Building toys develop fine motor skills
Fine motor skills are the ability to use the small muscles in your hands, wrists, and fingers. We use these abilities to pick up and grasp things or when writing, for example.
Yvonne Caldera is a Human Development and Family Studies specialist. Along with her colleagues, she carried out a study that was highly significant.
They observed 51 preschool-aged children while engaging in building activities and they discovered a pattern: the children who showed more interest in building things created more sophisticated structures.
These children also demonstrated better spacial intelligence on standardized tests.
Building toys teach better spatial awareness
The same pattern has been reported in other studies like that by Oostermeijer in 2014. It seems like children with advanced spatial abilities are very motivated by building toys in the classroom. Furthermore, there are good reasons to think that building toys have an impact on children’s development.
An experimental study recently showed the effects of constructive play with a block toy; the kind of game where children build a structure from a model or set of instructions.
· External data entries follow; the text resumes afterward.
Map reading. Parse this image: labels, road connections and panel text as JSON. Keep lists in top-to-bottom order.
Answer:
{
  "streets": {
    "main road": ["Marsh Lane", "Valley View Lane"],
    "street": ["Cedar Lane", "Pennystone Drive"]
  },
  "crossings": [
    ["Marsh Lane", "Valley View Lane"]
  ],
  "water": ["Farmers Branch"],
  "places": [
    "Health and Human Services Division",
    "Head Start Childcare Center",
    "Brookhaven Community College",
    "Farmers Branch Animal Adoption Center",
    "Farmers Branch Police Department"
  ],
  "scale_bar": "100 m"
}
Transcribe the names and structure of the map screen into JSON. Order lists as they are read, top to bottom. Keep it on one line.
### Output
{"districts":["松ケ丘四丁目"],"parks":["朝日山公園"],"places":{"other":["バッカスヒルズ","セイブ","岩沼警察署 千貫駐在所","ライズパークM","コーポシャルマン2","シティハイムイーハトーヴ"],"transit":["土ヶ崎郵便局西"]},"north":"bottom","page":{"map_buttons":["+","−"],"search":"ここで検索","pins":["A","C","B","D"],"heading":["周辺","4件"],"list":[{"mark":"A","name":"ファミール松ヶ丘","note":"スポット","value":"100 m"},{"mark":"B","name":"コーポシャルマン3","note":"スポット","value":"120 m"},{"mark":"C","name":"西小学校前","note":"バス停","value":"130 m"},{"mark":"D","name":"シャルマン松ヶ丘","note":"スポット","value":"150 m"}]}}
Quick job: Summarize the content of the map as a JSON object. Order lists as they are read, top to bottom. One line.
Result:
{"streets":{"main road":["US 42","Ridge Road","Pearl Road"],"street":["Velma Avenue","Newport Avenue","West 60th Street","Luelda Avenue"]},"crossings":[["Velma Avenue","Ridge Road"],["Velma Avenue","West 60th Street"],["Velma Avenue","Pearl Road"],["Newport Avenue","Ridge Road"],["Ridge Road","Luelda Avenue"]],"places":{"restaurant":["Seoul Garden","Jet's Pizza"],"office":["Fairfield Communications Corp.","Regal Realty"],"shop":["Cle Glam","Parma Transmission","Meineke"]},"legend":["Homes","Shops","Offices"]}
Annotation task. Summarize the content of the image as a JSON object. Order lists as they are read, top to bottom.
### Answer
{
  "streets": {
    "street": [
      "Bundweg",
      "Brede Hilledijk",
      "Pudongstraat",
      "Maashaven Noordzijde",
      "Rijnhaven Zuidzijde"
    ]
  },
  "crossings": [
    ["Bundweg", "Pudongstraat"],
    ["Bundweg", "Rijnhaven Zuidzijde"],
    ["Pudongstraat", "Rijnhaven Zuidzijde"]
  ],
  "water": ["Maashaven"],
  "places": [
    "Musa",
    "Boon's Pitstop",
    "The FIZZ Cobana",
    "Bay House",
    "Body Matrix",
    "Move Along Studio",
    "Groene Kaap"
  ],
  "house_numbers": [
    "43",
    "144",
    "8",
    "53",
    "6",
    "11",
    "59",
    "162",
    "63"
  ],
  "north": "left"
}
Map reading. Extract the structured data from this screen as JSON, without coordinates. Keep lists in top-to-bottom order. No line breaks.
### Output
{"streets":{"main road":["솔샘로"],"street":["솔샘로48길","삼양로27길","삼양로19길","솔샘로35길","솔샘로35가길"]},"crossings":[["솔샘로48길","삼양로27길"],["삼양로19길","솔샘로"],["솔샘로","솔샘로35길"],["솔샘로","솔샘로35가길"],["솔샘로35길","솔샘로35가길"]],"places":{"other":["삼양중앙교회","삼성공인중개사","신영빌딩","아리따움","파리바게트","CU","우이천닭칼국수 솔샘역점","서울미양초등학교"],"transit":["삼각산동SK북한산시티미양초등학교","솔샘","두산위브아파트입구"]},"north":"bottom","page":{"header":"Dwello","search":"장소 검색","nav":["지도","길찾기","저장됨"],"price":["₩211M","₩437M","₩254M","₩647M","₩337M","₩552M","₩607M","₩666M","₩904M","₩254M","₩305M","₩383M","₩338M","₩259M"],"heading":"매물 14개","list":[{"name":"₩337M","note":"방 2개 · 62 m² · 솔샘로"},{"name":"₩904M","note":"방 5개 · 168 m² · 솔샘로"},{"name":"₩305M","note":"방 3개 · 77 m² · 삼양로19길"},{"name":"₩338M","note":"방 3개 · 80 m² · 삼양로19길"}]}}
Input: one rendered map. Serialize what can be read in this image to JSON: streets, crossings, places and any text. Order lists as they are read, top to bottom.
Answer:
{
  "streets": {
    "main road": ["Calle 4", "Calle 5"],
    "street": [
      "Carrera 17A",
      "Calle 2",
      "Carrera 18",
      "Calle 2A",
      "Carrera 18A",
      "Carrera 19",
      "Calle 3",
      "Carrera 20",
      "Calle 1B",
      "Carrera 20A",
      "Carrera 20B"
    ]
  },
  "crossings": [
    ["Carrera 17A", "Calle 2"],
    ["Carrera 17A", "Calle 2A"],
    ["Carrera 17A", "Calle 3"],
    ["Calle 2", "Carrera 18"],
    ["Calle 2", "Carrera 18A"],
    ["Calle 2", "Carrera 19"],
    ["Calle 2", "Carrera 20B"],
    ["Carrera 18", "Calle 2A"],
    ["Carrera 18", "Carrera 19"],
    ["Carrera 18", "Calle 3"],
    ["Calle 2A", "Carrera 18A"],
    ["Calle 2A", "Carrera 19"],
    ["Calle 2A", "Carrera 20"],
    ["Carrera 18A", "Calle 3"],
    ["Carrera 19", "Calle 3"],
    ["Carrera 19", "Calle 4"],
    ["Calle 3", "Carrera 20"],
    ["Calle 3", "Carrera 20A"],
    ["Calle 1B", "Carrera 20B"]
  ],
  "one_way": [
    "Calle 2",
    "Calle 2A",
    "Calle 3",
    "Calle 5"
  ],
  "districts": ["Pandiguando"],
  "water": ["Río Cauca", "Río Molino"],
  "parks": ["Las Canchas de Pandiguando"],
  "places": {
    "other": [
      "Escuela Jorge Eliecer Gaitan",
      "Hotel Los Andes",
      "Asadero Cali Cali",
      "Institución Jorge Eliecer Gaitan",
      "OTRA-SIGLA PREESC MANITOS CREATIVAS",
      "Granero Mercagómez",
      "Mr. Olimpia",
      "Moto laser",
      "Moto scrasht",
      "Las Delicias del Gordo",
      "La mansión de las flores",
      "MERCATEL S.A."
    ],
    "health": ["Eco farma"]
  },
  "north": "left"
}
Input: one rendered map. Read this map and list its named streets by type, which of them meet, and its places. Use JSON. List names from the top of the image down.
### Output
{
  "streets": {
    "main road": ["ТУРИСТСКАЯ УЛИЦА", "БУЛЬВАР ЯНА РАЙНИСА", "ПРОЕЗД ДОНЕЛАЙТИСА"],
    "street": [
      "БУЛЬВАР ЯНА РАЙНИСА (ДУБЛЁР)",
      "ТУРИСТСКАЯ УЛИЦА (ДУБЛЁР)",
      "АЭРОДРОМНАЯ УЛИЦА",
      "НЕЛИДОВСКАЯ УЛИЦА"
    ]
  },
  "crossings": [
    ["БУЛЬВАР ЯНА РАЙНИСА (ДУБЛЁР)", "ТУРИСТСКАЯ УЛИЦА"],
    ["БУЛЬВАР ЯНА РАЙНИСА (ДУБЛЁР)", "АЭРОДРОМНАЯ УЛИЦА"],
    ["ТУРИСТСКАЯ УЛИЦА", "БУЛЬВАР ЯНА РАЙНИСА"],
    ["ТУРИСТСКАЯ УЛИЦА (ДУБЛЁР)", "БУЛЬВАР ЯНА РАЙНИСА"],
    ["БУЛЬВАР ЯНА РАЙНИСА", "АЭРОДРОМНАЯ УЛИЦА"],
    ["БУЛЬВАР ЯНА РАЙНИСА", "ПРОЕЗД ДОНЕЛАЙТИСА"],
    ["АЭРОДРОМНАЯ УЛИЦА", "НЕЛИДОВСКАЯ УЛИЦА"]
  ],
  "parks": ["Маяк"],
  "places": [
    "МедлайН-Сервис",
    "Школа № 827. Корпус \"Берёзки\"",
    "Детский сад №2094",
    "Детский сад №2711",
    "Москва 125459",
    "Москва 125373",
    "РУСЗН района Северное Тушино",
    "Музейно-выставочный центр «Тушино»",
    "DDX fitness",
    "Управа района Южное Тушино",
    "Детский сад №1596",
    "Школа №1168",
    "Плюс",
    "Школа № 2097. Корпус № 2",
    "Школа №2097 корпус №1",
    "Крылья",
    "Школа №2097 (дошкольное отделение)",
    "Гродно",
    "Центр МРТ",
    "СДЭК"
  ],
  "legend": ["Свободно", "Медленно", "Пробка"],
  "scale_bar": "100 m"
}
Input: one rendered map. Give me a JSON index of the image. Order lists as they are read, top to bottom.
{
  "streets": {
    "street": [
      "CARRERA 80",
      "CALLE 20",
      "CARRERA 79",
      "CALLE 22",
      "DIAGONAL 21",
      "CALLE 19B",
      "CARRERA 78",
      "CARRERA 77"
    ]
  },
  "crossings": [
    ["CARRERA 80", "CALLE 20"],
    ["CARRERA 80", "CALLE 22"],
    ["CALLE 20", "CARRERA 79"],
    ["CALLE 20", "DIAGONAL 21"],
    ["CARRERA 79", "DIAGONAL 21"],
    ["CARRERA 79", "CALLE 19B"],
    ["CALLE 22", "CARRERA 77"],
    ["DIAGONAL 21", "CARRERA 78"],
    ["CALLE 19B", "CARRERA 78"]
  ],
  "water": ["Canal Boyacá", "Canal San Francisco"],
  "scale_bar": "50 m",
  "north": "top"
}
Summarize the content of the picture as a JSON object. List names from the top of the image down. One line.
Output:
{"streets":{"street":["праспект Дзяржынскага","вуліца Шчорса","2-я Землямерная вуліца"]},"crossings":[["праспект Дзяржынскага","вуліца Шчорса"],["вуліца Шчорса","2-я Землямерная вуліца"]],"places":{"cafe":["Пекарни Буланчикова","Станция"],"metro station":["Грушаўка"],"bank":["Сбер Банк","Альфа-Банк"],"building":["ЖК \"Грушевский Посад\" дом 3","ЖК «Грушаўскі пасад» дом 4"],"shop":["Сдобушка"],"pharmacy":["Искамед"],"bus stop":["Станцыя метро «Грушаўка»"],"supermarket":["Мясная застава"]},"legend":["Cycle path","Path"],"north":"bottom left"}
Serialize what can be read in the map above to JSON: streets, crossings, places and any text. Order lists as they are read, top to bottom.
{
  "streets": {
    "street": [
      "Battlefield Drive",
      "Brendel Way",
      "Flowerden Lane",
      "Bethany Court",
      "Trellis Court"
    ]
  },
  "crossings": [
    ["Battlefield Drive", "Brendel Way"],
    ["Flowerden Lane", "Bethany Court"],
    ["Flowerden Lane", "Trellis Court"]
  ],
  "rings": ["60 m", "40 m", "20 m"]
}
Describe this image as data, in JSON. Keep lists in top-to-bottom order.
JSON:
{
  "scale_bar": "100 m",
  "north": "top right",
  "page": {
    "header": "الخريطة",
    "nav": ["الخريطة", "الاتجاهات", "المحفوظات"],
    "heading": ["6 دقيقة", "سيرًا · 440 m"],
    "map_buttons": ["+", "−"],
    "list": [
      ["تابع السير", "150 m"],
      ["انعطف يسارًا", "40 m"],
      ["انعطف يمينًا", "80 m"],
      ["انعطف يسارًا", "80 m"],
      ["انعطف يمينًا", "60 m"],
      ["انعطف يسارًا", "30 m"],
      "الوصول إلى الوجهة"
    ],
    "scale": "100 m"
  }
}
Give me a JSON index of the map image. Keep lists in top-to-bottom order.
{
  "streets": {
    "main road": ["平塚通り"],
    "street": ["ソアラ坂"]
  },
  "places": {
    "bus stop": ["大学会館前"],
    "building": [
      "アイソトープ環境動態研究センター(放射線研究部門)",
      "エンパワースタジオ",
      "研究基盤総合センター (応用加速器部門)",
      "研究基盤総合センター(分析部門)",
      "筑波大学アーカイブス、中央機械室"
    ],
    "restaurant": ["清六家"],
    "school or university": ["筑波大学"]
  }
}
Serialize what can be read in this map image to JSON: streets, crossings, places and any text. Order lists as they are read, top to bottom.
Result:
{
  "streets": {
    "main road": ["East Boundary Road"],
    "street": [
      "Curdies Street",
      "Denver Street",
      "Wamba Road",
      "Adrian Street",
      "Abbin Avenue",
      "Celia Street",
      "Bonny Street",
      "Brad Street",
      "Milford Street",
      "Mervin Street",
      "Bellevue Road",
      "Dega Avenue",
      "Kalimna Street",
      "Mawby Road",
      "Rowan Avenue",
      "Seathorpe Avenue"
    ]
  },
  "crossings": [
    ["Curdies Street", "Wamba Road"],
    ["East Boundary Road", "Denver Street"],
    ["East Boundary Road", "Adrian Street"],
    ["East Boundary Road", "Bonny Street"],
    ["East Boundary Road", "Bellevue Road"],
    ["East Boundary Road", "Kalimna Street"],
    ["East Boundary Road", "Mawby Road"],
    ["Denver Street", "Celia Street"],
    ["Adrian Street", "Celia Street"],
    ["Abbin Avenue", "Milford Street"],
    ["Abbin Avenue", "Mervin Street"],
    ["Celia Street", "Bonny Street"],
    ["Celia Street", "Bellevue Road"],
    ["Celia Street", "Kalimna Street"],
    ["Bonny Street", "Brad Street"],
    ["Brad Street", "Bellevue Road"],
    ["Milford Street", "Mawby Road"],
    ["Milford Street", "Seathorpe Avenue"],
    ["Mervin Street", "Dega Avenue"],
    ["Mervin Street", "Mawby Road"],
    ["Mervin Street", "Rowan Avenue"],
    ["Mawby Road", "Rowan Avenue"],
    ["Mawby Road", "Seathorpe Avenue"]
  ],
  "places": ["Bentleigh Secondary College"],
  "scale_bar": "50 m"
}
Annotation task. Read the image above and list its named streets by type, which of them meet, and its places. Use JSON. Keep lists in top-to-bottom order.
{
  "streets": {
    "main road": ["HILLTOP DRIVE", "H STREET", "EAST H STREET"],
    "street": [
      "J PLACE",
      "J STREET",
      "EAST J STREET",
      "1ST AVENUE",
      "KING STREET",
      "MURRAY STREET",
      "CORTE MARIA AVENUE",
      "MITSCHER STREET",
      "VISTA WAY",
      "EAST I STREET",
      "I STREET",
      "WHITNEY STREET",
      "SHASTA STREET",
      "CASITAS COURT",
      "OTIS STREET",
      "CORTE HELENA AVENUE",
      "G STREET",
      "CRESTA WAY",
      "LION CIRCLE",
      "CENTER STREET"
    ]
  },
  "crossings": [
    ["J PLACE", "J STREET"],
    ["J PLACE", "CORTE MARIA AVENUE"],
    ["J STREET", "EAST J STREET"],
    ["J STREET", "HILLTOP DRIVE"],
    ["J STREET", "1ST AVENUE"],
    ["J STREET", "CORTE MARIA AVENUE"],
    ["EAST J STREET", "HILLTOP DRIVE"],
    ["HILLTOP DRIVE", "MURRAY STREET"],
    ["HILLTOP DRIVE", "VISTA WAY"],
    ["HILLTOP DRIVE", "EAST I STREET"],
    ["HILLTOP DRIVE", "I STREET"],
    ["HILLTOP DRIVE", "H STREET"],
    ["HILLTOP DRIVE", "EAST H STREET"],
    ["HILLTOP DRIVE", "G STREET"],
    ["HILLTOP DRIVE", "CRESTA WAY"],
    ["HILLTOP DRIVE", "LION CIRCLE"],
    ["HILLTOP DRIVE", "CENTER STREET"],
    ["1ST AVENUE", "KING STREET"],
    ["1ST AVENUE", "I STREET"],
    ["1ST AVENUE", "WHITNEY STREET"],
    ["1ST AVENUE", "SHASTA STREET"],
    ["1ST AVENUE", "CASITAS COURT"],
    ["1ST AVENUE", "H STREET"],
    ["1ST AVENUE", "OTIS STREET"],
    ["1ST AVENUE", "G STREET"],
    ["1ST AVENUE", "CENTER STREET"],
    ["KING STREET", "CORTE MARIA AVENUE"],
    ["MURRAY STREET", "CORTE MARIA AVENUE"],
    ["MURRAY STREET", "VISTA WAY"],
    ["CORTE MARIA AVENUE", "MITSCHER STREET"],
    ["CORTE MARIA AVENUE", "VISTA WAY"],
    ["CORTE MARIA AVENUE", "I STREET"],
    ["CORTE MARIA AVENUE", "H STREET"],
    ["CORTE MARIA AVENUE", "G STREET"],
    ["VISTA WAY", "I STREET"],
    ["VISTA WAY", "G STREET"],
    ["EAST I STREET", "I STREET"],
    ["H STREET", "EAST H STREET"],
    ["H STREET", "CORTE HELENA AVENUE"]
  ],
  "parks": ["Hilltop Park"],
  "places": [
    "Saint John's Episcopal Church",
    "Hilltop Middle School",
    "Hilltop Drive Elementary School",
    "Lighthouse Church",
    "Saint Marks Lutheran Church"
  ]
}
A group of 8-year-old children participated in the study. They carried out 5 sessions of structured play with block toys that each lasted about 30 minutes. Afterward, all the children showed improvements in mental rotation.
Additionally, brain scans showed changes in the way their brains processed spatial information. Children in a control group didn’t show these changes (Newman, 2016).
Structured play with building toys in the classroom can improve cognitive flexibility
Cognitive flexibility is the capacity to change focus quickly from one relevant stimulus to another. Therefore, it’s very important for a child’s cognitive development.
Sara Schmitt (Perdue University) and her colleagues carried out a study in 2018 on structured play with building blocks. For this, they picked a classroom of children at random.
In the first sessions, the tasks were relatively simple. For example, the children were instructed to “build a tower.” As the children became more familiar with the materials, they were asked to complete more complicated tasks. For example, “copy the structure that you see in the image.”
At the end of the study, the children that had participated in games using construction blocks showed improvements in cognitive flexibility.
Stimulation of creative and divergent problem-solving skills
Psychologists recognize two main types of problems:
- Convergent problems: they have only one correct solution.
- Divergent problems: there are many ways to solve them.
Children can put together blocks (or pieces) in various ways, so playing with building toys can be a divergent task. Divergent play with building toys can prepare children to think creatively.
Doctor Debra Pepler (a psychologist from York University) and Doctor Hildy Ross (a psychologist from the University of Waterloo) carried out an experiment in 1981. They presented pre-school children with two types of play materials:
- Some children were given convergent play materials (puzzle pieces).
- Others were given divergent play material (block-shaped foam pieces).
- All the children were given time to play.
- Afterward, they tested their capacity to resolve problems.
The results showed that children who had played with foam blocks (a divergent building toy) were better at managing divergent problems. Additionally, they showed more creativity in resolving problems.
Cooperative constructive play helps children to improve their social skills
Studies show that children become more sociable when they work in groups. They also expand their emotional and social intelligence using cooperative constructive play with their classmates and friends.
They have proven that children with autism who attend group sessions of constructive play showed improvements in sociability when compared to children trained in the social use of language (Doctor Lauren Owen, University of Sheffield, 2008).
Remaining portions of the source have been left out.